### Records shown

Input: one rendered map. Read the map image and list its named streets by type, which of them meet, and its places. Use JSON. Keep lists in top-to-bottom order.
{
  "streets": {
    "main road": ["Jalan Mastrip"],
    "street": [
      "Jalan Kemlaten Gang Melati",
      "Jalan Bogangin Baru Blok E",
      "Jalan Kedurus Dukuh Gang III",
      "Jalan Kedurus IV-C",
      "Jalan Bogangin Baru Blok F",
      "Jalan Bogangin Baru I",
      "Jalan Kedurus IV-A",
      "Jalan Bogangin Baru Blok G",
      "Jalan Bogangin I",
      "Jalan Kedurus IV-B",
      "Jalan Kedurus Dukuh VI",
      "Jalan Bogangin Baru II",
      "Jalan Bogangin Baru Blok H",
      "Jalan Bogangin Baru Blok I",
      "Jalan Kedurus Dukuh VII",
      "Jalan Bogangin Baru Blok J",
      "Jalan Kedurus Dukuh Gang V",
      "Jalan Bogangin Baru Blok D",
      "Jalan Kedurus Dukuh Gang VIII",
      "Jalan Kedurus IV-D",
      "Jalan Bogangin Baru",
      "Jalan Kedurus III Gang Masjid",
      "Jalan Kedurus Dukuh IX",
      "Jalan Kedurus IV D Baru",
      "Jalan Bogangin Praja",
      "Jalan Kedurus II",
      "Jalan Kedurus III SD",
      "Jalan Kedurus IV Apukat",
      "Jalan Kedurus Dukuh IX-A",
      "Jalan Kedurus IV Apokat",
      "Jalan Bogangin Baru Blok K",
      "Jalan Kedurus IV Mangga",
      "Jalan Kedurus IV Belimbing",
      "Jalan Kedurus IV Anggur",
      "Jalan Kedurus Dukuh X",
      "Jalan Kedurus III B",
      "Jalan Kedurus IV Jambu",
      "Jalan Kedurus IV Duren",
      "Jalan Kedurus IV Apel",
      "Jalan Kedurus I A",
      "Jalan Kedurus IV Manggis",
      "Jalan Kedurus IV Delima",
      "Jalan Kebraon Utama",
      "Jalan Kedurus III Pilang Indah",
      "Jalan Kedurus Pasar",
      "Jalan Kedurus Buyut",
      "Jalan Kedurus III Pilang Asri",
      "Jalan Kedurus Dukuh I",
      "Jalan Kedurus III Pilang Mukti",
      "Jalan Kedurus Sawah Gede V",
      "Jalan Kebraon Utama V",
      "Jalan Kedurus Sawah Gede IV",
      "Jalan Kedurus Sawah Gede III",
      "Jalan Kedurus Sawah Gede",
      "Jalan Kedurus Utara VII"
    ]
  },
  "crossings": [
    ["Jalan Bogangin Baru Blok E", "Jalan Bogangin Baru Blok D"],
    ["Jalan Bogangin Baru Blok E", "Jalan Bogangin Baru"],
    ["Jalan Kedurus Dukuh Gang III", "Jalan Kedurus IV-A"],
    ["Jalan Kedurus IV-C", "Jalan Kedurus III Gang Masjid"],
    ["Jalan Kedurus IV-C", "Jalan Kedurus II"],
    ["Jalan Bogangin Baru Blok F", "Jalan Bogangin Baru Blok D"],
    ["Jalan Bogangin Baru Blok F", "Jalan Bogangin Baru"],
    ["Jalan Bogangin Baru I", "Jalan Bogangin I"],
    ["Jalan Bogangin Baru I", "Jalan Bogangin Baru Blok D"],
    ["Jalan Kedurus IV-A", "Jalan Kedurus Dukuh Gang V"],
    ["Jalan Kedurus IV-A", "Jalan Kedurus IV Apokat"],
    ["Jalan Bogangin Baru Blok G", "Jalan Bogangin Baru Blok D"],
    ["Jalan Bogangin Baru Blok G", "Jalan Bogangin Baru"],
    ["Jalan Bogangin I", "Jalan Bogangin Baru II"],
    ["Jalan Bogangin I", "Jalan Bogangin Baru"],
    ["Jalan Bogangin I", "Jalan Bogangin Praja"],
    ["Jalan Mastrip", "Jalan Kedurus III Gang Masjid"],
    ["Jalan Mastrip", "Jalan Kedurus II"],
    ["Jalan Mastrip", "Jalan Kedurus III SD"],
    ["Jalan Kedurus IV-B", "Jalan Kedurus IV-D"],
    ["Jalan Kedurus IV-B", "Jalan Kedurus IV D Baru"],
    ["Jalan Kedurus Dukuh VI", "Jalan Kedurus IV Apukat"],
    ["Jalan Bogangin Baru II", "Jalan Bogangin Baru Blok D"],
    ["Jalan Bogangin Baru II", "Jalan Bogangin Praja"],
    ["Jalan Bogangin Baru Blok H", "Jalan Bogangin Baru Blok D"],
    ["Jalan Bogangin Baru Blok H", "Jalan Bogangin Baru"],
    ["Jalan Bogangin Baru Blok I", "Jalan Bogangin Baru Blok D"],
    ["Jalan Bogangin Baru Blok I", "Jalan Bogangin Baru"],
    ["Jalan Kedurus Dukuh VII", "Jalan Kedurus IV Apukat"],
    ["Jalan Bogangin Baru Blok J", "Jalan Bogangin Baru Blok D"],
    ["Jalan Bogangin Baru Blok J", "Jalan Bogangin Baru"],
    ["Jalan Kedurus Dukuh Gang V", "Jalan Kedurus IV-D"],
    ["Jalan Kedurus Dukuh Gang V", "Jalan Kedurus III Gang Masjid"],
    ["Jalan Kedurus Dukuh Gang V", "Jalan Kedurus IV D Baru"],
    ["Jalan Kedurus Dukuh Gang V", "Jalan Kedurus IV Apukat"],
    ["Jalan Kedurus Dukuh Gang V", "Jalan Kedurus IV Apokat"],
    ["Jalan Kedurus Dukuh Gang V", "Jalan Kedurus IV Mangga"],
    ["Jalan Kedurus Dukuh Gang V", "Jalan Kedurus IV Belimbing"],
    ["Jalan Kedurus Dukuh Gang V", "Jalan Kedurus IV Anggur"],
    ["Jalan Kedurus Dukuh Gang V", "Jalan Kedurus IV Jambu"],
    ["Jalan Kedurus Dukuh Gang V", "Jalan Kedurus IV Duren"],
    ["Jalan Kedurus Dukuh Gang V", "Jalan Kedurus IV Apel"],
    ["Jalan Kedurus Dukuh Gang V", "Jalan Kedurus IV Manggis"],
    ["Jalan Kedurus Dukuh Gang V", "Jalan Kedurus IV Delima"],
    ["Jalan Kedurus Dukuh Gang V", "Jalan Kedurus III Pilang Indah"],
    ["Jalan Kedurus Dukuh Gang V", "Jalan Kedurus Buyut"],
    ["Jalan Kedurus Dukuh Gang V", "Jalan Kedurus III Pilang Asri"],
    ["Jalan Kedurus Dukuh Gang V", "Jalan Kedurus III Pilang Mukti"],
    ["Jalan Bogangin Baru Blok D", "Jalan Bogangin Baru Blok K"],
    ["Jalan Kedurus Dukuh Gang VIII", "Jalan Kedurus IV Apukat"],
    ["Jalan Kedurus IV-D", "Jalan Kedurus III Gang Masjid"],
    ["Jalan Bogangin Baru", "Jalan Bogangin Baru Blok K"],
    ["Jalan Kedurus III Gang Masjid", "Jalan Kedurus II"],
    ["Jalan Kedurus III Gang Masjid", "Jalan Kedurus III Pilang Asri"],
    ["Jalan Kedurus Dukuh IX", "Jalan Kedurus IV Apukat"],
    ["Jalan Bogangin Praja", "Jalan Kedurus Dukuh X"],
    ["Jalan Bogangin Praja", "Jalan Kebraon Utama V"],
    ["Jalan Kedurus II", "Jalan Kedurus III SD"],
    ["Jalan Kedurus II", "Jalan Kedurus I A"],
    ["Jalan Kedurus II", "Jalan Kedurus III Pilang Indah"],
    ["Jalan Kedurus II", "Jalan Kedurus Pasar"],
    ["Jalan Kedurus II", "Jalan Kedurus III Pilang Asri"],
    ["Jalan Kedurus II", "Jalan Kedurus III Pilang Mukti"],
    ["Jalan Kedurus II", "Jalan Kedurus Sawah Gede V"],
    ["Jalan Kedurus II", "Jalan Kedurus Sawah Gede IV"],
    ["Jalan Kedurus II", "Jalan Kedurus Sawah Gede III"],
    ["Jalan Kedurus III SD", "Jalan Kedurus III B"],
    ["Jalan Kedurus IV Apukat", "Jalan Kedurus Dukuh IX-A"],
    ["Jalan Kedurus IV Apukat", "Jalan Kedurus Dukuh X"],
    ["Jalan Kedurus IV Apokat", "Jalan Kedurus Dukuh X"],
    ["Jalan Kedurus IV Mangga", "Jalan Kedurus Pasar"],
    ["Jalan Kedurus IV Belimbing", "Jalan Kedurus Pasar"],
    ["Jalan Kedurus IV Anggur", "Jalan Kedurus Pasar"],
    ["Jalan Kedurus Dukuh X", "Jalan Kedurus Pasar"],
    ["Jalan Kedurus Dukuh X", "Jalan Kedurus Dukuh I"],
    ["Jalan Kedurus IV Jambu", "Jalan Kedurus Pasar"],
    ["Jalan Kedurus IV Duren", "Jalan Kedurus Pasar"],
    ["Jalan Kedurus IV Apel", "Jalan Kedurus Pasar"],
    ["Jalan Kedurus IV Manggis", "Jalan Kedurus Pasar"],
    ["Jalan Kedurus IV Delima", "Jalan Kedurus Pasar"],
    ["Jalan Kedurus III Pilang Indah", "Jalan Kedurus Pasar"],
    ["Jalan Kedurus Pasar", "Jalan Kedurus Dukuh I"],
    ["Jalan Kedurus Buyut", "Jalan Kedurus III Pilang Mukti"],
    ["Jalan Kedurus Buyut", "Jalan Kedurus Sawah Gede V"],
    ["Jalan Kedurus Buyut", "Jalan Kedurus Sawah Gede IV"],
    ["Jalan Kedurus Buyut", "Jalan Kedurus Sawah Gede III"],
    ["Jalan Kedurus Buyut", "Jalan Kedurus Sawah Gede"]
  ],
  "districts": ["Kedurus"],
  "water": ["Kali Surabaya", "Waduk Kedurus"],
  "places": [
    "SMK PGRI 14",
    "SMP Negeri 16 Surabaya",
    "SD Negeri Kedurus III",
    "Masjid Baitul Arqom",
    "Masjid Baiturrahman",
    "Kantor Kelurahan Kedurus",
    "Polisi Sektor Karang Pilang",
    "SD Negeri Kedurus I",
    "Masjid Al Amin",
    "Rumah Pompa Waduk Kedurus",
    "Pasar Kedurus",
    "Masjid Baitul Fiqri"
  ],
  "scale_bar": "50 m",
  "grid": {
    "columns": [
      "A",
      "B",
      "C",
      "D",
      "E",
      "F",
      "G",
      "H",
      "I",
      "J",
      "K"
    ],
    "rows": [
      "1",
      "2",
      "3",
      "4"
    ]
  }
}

######

Try it:
From the listing, copy every line where the string "Buyut" appears.

Answer to this exercise:
      "Jalan Kedurus Buyut",
    ["Jalan Kedurus Dukuh Gang V", "Jalan Kedurus Buyut"],
    ["Jalan Kedurus Buyut", "Jalan Kedurus III Pilang Mukti"],
    ["Jalan Kedurus Buyut", "Jalan Kedurus Sawah Gede V"],
    ["Jalan Kedurus Buyut", "Jalan Kedurus Sawah Gede IV"],
    ["Jalan Kedurus Buyut", "Jalan Kedurus Sawah Gede III"],
    ["Jalan Kedurus Buyut", "Jalan Kedurus Sawah Gede"]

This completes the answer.